■ Action item
Wherever a line in the records contains the word "bounding", return that line.

Dataset entries
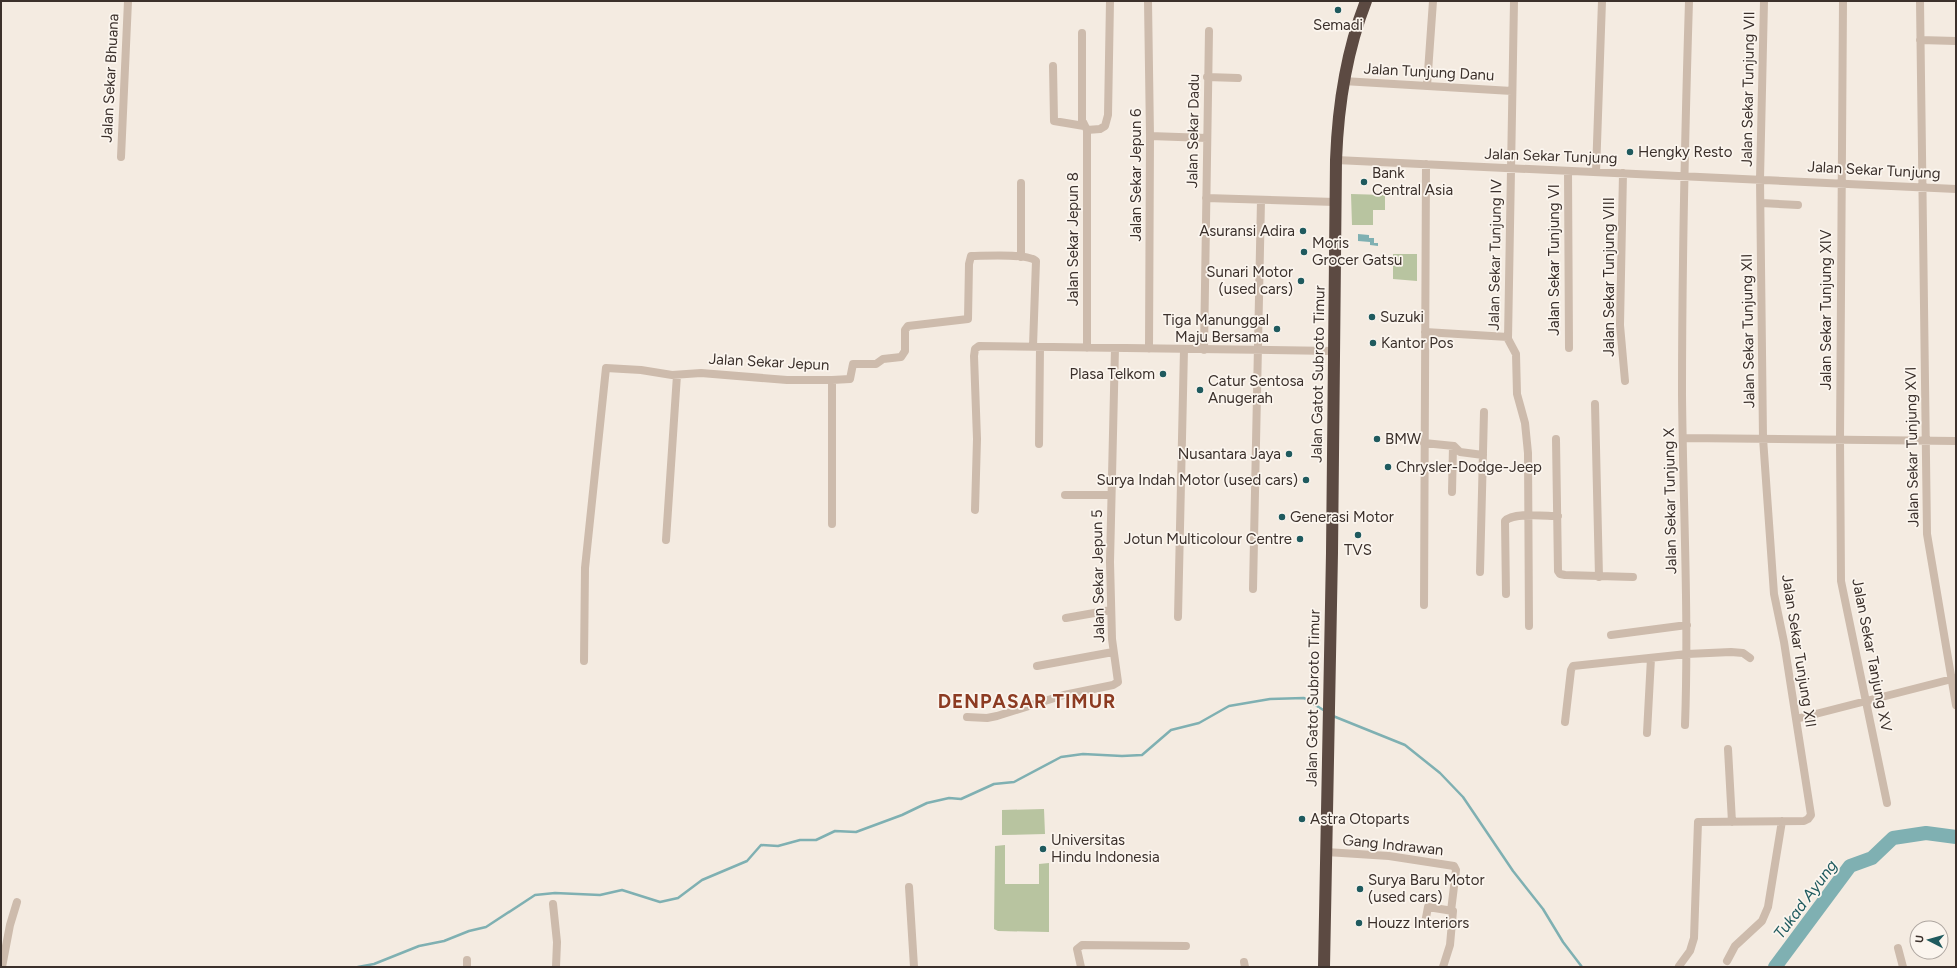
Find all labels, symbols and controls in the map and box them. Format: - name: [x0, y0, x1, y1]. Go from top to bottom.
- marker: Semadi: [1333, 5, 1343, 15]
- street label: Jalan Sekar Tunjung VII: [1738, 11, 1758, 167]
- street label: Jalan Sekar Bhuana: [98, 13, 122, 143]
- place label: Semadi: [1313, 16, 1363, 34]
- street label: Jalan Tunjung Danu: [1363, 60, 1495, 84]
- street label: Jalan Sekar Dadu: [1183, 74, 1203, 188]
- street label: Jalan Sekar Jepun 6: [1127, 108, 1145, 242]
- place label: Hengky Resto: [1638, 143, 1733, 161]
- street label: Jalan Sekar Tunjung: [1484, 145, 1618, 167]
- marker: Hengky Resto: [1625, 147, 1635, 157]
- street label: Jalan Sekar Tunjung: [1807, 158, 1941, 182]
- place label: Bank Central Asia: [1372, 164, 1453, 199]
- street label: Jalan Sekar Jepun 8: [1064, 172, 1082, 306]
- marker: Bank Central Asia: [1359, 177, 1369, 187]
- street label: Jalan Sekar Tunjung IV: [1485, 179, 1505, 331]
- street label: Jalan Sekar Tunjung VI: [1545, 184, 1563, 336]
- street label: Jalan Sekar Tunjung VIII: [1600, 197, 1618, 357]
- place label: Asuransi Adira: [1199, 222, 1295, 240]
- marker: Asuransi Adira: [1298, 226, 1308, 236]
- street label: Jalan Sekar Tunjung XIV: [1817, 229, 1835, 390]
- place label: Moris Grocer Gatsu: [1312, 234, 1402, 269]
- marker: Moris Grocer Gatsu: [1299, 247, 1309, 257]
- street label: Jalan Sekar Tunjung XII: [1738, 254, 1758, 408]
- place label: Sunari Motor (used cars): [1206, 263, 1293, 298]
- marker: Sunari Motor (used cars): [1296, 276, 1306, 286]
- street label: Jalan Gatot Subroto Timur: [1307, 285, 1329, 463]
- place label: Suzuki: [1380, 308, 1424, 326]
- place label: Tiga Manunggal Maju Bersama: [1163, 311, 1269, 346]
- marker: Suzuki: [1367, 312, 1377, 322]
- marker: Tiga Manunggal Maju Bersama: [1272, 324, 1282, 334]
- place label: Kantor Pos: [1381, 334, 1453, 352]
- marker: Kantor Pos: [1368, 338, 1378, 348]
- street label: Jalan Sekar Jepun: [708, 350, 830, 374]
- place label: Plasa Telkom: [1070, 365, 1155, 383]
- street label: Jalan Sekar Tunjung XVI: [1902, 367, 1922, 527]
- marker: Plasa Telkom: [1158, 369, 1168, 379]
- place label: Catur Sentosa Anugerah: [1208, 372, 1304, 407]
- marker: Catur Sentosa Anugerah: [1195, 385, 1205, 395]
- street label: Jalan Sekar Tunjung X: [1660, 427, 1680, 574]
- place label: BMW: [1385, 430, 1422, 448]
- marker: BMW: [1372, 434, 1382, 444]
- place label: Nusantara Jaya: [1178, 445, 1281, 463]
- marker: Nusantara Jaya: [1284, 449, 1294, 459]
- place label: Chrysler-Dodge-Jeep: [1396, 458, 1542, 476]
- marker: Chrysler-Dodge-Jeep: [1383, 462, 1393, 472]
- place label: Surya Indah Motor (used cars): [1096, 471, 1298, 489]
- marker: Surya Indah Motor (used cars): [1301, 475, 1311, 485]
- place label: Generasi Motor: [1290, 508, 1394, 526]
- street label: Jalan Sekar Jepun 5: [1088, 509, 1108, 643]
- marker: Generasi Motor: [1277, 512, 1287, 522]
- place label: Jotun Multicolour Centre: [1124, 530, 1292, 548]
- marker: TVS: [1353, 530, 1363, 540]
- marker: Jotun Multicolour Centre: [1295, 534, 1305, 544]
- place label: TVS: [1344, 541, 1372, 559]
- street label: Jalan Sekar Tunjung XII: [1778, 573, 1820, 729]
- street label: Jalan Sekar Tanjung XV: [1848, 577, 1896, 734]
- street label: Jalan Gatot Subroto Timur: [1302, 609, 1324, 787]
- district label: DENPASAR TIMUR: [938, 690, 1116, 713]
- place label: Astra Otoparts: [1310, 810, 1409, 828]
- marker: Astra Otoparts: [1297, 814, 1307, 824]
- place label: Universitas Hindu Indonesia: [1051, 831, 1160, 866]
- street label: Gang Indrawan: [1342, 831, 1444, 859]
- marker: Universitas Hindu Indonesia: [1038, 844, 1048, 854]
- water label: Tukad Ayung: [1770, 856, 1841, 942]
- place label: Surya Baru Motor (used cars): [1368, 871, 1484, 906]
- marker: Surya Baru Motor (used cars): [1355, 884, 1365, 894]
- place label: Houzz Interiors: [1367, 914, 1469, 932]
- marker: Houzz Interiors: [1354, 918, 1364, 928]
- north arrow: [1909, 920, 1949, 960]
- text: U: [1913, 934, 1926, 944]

---

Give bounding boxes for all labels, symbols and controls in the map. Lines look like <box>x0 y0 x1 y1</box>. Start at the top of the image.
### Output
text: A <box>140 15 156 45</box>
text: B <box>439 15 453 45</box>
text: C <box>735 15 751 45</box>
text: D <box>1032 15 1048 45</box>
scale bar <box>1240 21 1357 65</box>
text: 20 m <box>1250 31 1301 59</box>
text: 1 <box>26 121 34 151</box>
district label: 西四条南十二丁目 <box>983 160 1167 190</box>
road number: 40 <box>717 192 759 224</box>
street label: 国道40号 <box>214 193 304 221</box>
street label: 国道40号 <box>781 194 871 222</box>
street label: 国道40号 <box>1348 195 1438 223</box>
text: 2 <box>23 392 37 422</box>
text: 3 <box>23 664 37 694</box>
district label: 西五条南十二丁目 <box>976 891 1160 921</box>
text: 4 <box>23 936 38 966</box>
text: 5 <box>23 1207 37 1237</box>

==

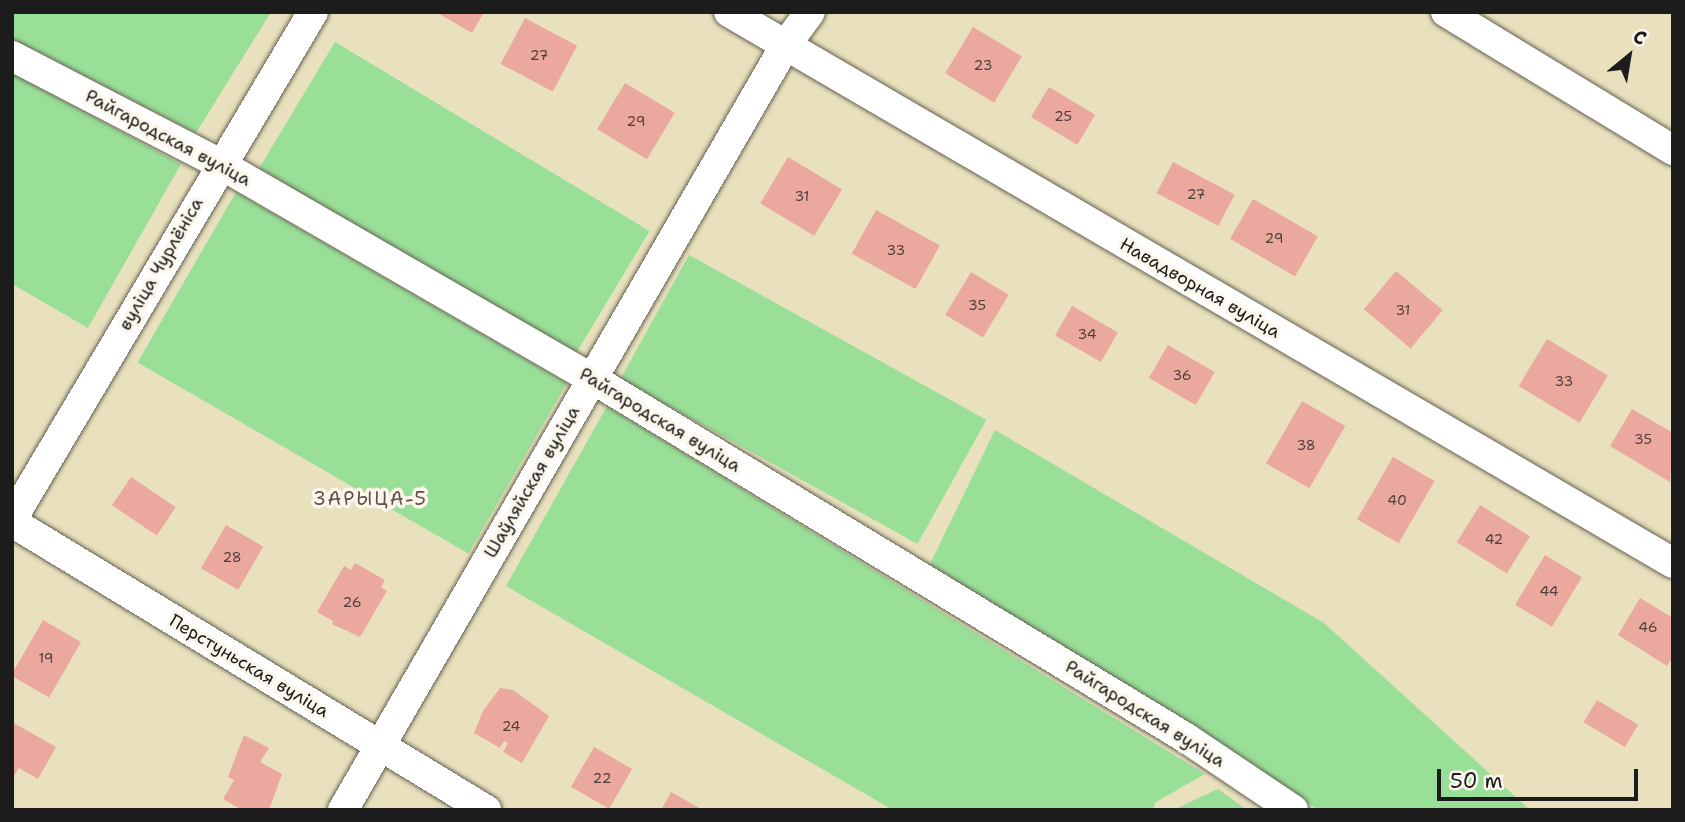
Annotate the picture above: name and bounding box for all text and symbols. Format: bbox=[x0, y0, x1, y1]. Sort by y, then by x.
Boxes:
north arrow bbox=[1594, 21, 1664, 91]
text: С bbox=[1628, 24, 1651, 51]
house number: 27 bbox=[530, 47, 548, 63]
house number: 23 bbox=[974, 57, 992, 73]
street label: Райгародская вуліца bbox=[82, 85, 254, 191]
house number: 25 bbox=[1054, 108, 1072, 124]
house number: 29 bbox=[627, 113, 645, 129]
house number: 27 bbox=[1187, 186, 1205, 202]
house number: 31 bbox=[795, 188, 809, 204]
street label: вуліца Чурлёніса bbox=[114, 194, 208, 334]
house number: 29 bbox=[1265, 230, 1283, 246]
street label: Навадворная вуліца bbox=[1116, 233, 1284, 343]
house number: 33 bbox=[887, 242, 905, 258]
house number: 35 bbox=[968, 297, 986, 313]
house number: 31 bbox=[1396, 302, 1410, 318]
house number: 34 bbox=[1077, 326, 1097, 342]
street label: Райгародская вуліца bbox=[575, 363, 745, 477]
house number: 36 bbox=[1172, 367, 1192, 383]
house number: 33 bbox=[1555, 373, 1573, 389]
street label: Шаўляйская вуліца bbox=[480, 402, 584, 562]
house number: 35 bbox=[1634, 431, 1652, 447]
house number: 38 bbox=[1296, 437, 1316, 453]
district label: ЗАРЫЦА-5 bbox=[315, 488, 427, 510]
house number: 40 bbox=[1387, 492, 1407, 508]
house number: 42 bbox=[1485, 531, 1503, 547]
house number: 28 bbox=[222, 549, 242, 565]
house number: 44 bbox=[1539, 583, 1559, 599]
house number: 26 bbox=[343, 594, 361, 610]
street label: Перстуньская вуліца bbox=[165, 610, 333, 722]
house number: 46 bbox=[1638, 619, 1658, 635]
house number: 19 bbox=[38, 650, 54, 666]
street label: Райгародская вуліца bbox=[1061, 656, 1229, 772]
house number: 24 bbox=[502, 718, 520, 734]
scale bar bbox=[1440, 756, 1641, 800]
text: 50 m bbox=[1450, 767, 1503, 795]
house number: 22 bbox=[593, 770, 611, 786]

■ Exercise output
Give bounding boxes for all labels, symbols and controls in the map. Lines look like <box>x0 y0 x1 y1</box>. Start at the top of the image.
Annotate the picture above: name and bounding box for all text and symbols. Format: bbox=[x0, y0, x1, y1]. Sort by y, then by x.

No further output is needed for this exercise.